[I18n-sig] Proposal: Extended error handling
forunicode.encode
"Walter Dörwald"
walter@livinglogic.de
Wed, 03 Jan 2001 20:18:58 +0100
On 22.12.00 at 19:15 M.-A. Lemburg wrote:
> "Walter Dörwald" wrote:
> >
> > On 21.12.00 at 18:30 M.-A. Lemburg wrote:
> > > [about state in encoders and error handlers]
> > But I don't see how this internal encoder state should influence
> > what the error handler does. There are two layers involved: The
> > character encoding layer and the "unencodable character escape
> > mechanism". Both layers are completely independent, even in your
> > "Unicode compression" example, where the "unencodable character
> > escape mechanism" is XML character entities.
>
> This is true for your XML entity escape example, but error
> resolving in general will likely need to know about the
> current state of the encoder, e.g. to be able to write data
> corresponding page in the Unicode compression example or to
> force a switch of the current page to a different one.
How does this "Unicode compression example" look like?
> I know that error handling could be more generic, but passing
> a callable object instead of the error parameter is not an
> option since the internal APIs all use a const char parameter
> for error.
Changing this should can be done in one or two hours for someone
who knows the Python internals. (Unfortunately I don't, I first
looked at unicodeobject.[hc] several days ago!)
> Besides, I consider such an approach a hack and not
> a solution.
>
> Instead of trying to tweak the implementation into providing
> some kind of new error scheme, let's focus on finding a generic
> framework which could provide a solution for the general case
> while not breaking the existing applications.
Are the existing codecs (JapaneseCodecs etc.) to be considered part
of the existing applications?
The problem might be how to handle callbacks to C functions and
callback to Python functions in a consistent way. I.e. is it
extern DL_IMPORT(PyObject*) PyUnicode_Encode(
const Py_UNICODE *s, /* Unicode char buffer */
int size, /* number of Py_UNICODE chars to encode */
const char *encoding, /* encoding */
PyUnicodeObject *errorHandler(PyUnicodeObject *string, int position) /* error handling via C function */
);
or
extern DL_IMPORT(PyObject*) PyUnicode_Encode(
const Py_UNICODE *s, /* Unicode char buffer */
int size, /* number of Py_UNICODE chars to encode */
const char *encoding, /* encoding */
PyObject *errorHandler /* error handling via Python function */
);
> > > Writing your own function helpers which then apply all the necessary
> > > magic is simple and doesn't warrant changing APIs in the core.
> >
> > It is not as simple as the error handler, but I could live with that.
> >
> > The big problem is that it effectively kill the speed of your
> > application. Every XML application written in Python, no matter
> > what is does internally, will in the end have to produce an output
> > bytestring. Normally the output encoding should be one that produces
> > no unencodable characters, but you have to be prepared to handle
> > them. With the error handler the complete encoding will be done
> > in C code (with very infrequent calls to the error handler), so
> > this scheme gives the best speed possible.
>
> It would give even better performance if the codec would provide
> this hook in some way at C level.
extern DL_IMPORT(PyObject*) PyUnicode_Encode(
const Py_UNICODE *s, /* Unicode char buffer */
int size, /* number of Py_UNICODE chars to encode */
const char *encoding, /* encoding */
PyUnicodeObject *errorHandler(PyUnicodeObject *string, int position) /* error handling via C function */
);
would, but thats not the point. When you use an encoding, where more
than 20% of the characters have to be escaped (as XML entities or whatever)

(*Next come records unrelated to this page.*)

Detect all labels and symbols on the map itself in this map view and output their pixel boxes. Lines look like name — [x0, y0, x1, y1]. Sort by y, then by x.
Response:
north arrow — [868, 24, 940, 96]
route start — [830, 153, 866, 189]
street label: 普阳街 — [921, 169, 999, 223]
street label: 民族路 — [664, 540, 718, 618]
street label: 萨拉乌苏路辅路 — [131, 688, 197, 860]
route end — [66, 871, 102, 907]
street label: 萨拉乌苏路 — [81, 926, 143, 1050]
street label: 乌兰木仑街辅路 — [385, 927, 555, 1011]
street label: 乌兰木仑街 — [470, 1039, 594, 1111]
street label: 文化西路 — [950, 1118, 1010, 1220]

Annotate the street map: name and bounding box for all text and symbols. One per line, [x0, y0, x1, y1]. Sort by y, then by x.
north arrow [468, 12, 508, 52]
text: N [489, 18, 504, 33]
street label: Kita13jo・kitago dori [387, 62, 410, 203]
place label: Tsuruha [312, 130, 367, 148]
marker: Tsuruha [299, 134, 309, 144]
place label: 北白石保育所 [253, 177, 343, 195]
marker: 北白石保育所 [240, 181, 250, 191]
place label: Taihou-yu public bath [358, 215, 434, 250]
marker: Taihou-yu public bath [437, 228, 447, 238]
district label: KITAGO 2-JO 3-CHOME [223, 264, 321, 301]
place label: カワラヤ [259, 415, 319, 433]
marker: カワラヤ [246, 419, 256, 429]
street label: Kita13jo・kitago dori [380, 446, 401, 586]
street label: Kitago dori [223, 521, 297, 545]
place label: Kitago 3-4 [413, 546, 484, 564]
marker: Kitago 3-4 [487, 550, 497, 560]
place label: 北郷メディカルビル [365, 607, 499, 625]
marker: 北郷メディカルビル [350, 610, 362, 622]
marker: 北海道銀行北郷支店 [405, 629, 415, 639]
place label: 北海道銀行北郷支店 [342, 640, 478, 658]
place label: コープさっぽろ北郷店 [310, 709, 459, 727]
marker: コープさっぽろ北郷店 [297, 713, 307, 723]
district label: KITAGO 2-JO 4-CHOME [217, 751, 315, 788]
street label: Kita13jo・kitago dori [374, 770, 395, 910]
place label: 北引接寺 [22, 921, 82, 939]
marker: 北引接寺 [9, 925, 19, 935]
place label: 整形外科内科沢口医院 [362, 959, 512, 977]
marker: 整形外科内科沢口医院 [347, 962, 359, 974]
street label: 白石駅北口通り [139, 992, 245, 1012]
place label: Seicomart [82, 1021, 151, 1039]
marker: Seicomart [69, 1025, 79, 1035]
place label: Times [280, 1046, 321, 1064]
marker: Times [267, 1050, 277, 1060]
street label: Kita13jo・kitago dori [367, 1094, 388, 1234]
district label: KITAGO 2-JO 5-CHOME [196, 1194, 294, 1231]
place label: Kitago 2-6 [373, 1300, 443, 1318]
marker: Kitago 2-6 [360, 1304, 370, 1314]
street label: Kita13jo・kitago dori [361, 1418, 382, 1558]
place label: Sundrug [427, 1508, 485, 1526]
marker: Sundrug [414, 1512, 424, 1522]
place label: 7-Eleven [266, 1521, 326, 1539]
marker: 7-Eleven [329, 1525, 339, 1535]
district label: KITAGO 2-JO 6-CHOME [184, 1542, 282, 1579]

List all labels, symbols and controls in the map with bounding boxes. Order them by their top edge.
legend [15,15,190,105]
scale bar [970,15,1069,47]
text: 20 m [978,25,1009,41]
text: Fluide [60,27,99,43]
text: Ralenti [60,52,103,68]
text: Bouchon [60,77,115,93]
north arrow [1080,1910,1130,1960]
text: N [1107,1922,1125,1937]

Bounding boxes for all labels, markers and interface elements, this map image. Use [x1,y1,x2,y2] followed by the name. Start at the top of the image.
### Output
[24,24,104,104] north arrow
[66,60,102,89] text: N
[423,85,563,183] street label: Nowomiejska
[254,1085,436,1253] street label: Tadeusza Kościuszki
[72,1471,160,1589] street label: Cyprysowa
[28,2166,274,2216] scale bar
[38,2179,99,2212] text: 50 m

you're using the wrong encoding.
> Note that almost all codecs
> have their own error handlers written in C already.
>
> > > Since the error handling is extensible by adding new options
> > > such as 'callback',
> >
> > I would prefer a more object oriented way of extending the error
> > handling.
>
> Sure, but we have to assure backward compatibility as well.
>
> > > the existing codecs could be extended to
> > > provide this functionality as well. We'd only need a way to
> > > pass the callback to the codecs in some way, e.g. by using
> > > a keyword argument on the constructor or by subclassing it
> > > and providing a new method for the error handling in question.
> >
> > There is no need for a string argument 'callback' and
> > an additional callback function/method that is passed to the
> > encoder. When the error argument is a string, the old mechanism
> > can be used, when it is a callable object the new will be used.
>
> This is bad style and also gives problems in the core
> implementation (have a look at unicodeobject.c).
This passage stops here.